As amino acids chemically combine to form a protein, they build what is known as the peptide bond. In building this bond, a water molecule is released. This totally invalidates the evolutionist account of primitive life emerging in the sea. According to the law known as Le Chatelier's Principle, it is impossible for a so-called condensation reaction-a reaction that gives off water-to take place in an environment that contains water. The probability of a chemical reaction taking place in a watery environment is described as the lowest possible.
Therefore, the oceans-where evolutionists say life began and where amino acids had to form-are totally unsuited to the formation of proteins. The chemist Richard E. Dickinson explains why:
If polymeric chains of proteins and nucleic acids are to be forged out of their precursor monomers, a molecule of water must be removed at each link in the chain.
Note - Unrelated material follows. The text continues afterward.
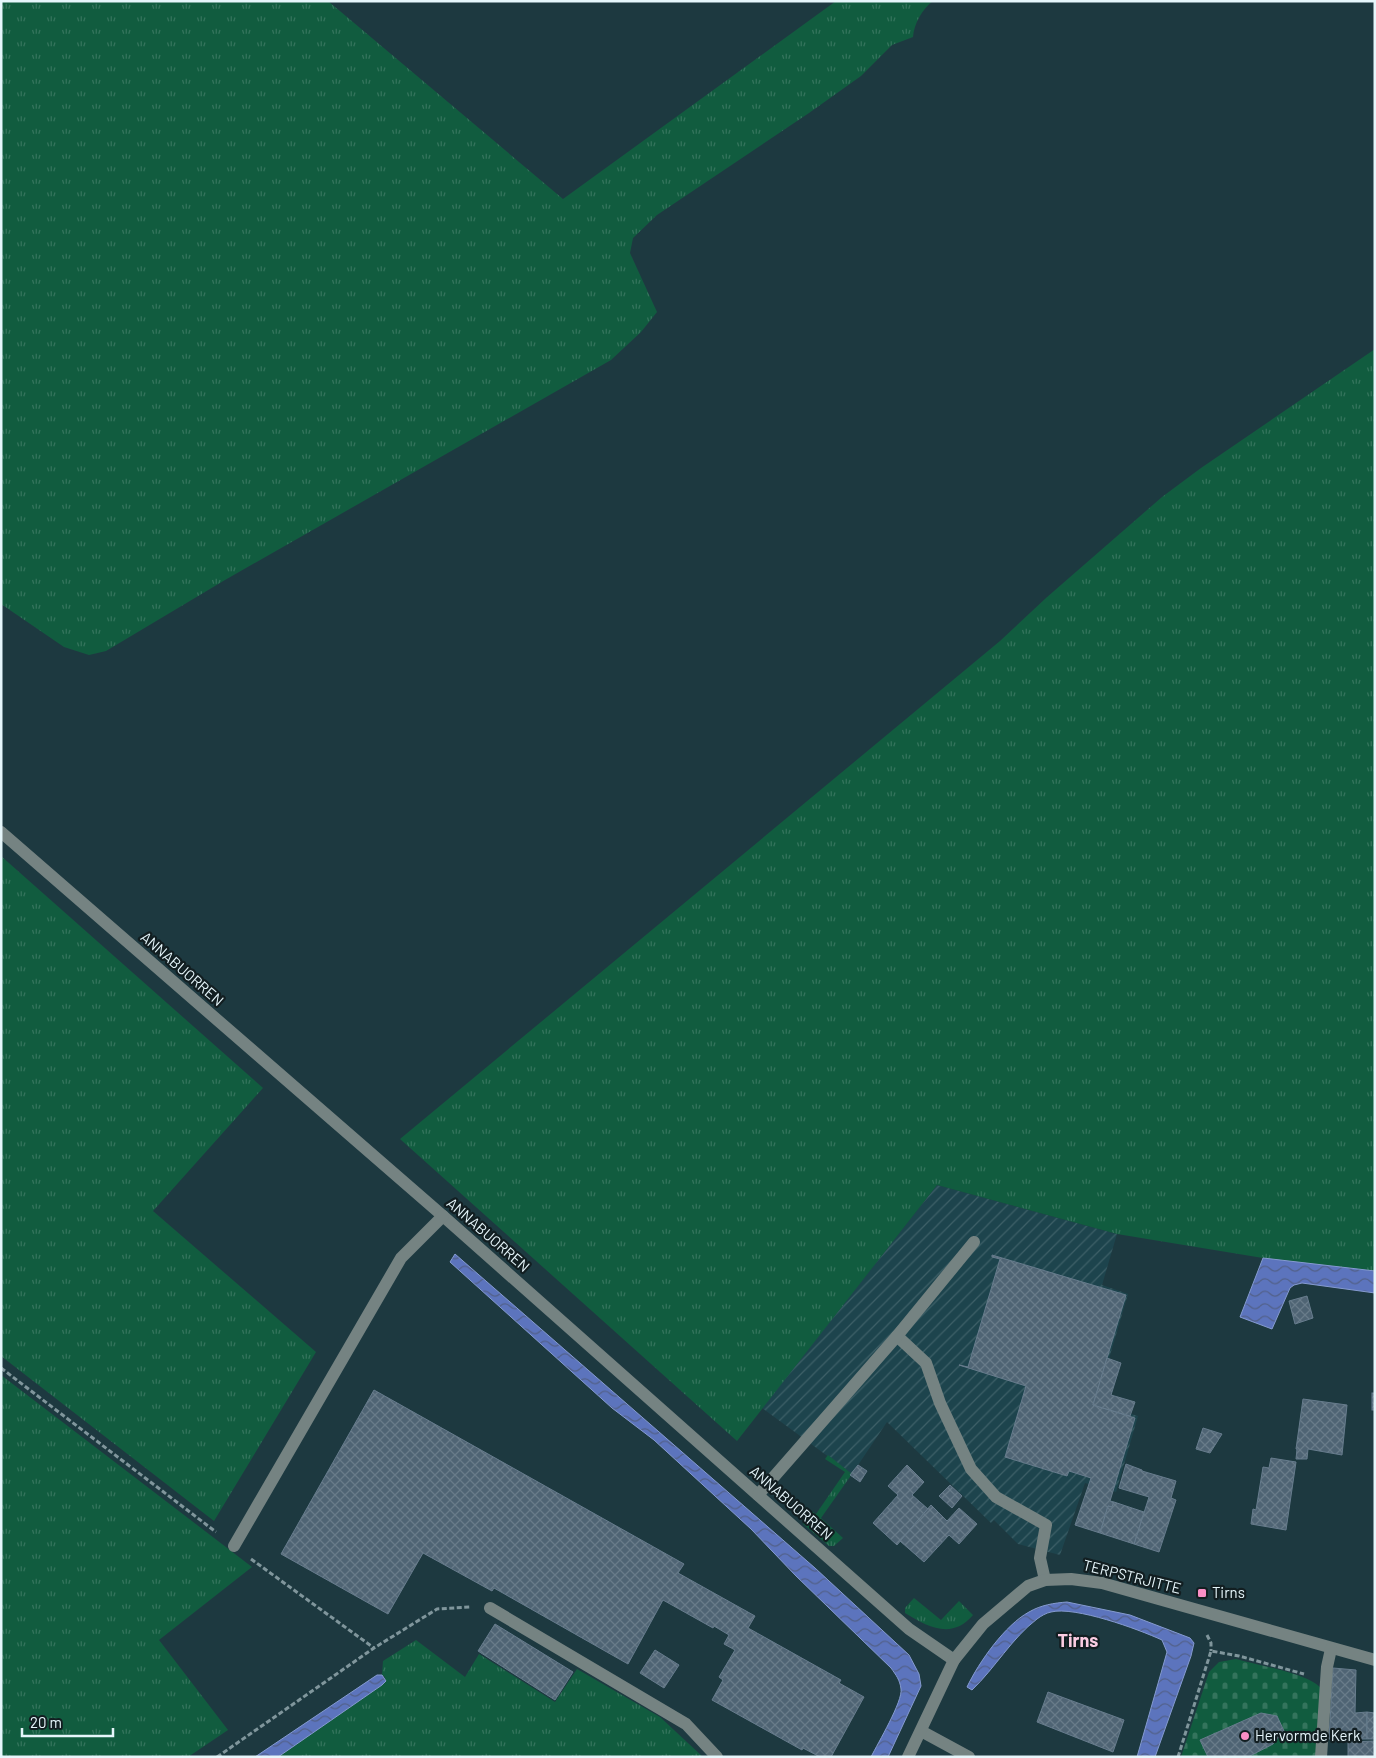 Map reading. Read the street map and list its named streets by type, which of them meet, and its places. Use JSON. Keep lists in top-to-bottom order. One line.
{"streets":{"street":["ANNABUORREN","TERPSTRJITTE"]},"crossings":[["ANNABUORREN","TERPSTRJITTE"]],"districts":["Tirns"],"places":{"transit":["Tirns"],"other":["Hervormde Kerk"]},"scale_bar":"20 m"}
It is therefore hard to see how polymerization could have proceeded in the aqueous environment of the primitive ocean, since the presence of water favors depolymerization rather than polymerization.16
But in the face of this, it is also impossible for evolutionists to alter their claim and to maintain that life began on land, because the seas were supposedly the only environment capable of protecting the amino acids from harmful ultraviolet rays. Amino acids formed in the primitive atmosphere on land would be broken down by ultraviolet rays.
Yet Le Chatelier's principle makes it impossible for amino acids to have emerged in the sea! This is yet another insoluble dilemma facing the theory of evolution.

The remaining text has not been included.